熱意が空回りしない!空き家活用を導くワークショップ設計マニュアル
空き家・空き店舗活用プロジェクトで陥りがちなワナ
「あの空き家を何とかしたい」「商店街に再び賑わいを取り戻したい」という熱い想いは、まちづくりの何よりの原動力です。しかし、その情熱だけで突き進むと、思わぬ落とし穴にハマってしまうことがあります。
私がこれまでの経験で見てきた中で、特に多くのプロジェクトが陥りがちなワナは、主に以下の二つです。
ワナその1:目的が「空き家を埋めること」になってしまう
空き家や空き店舗を見ると、とにかく早く入居者を決めなければ、という焦りが生まれるのは自然なことです。しかし、「空き家を埋めること」そのものが目的になってしまうと、プロジェクトは本質を見失います。
例えば、カフェを開きたいという人に空き店舗を貸し出したとします。しかし、その地域に元々カフェを必要とする人がいなかったり、競合店がすでにあったりすると、そのカフェは長続きしません。結果として、またすぐに空き家に戻ってしまいます。これは、まるで目の前の空腹を一時的に満たすためだけに、その場しのぎの料理を作るようなものです。

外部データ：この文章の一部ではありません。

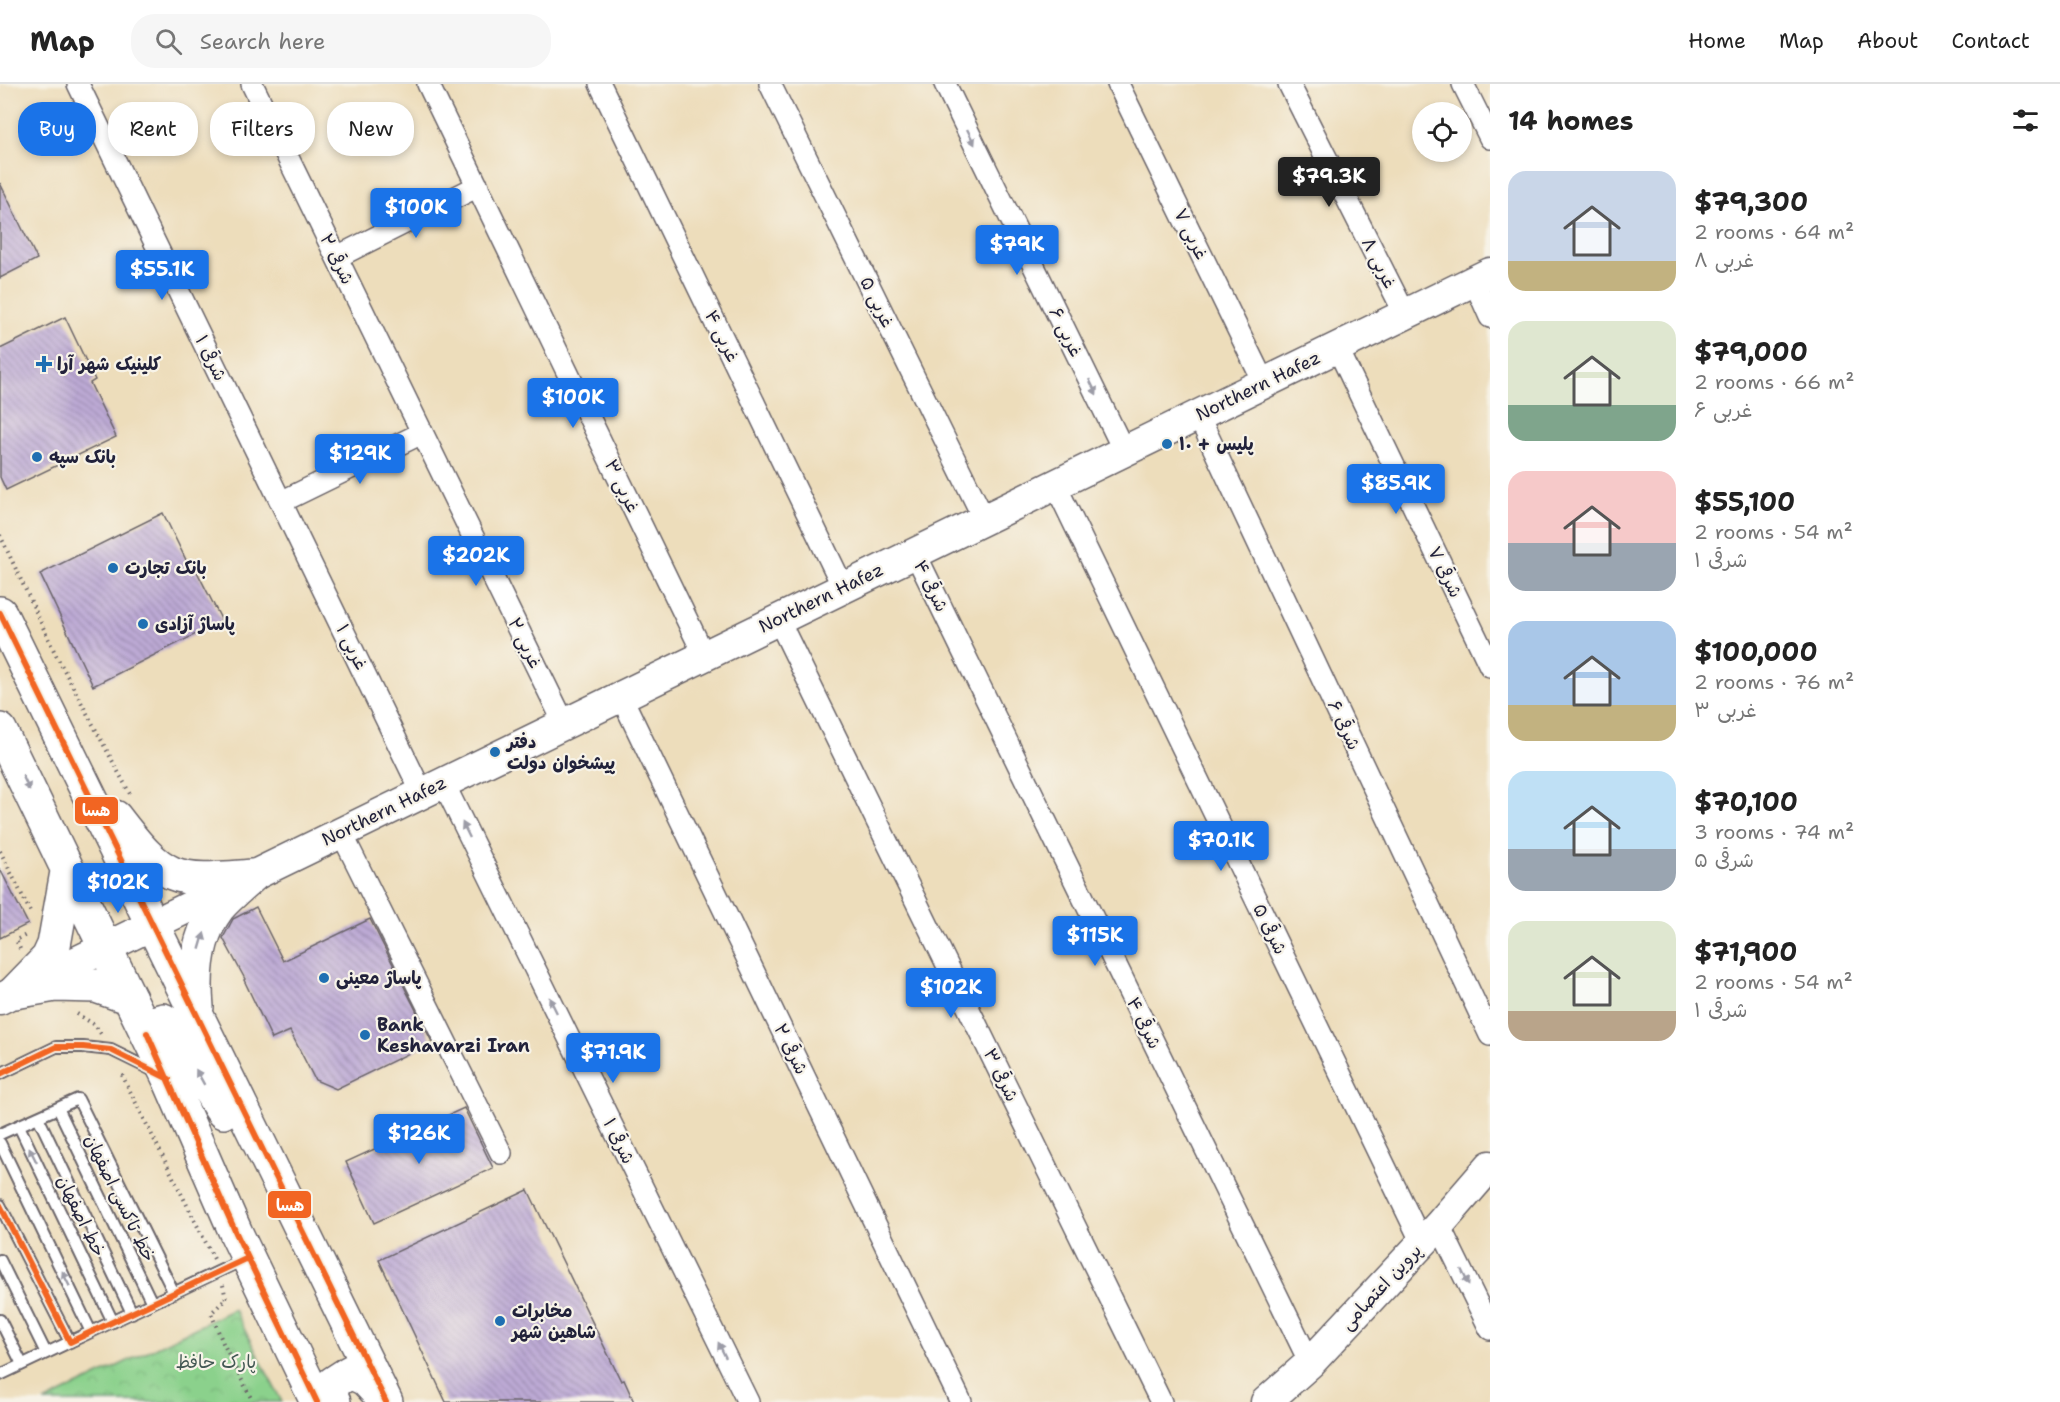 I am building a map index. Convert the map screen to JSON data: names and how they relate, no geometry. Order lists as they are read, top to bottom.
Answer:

本当に必要なのは、その地域に住む人々が「どんな暮らしをしたいか」「どんなお店があれば、もっと豊かになるか」を深く考えることです。
大切なのは、空き家という「箱」をどう活用するかではなく、その活用を通じて「どんなまちの未来をつくりたいか」という本質的な問いから始めることです。この目的が曖昧なままプロジェクトを進めると、関係者の意見もバラバラになり、結局、誰のためにもならない結果に終わってしまいます。
ワナその2:専門家任せで「他人事」になってしまう
空き家・空き店舗の活用は、法務、建築、マーケティングなど、多岐にわたる専門知識が必要です。そのため、多くのプロジェクトでは、外部のコンサルタントや専門家への業務委託に頼りがちです。専門家の知見を借りることは非常に重要ですが、彼らに「丸投げ」してしまうと、大きなリスクが生まれます。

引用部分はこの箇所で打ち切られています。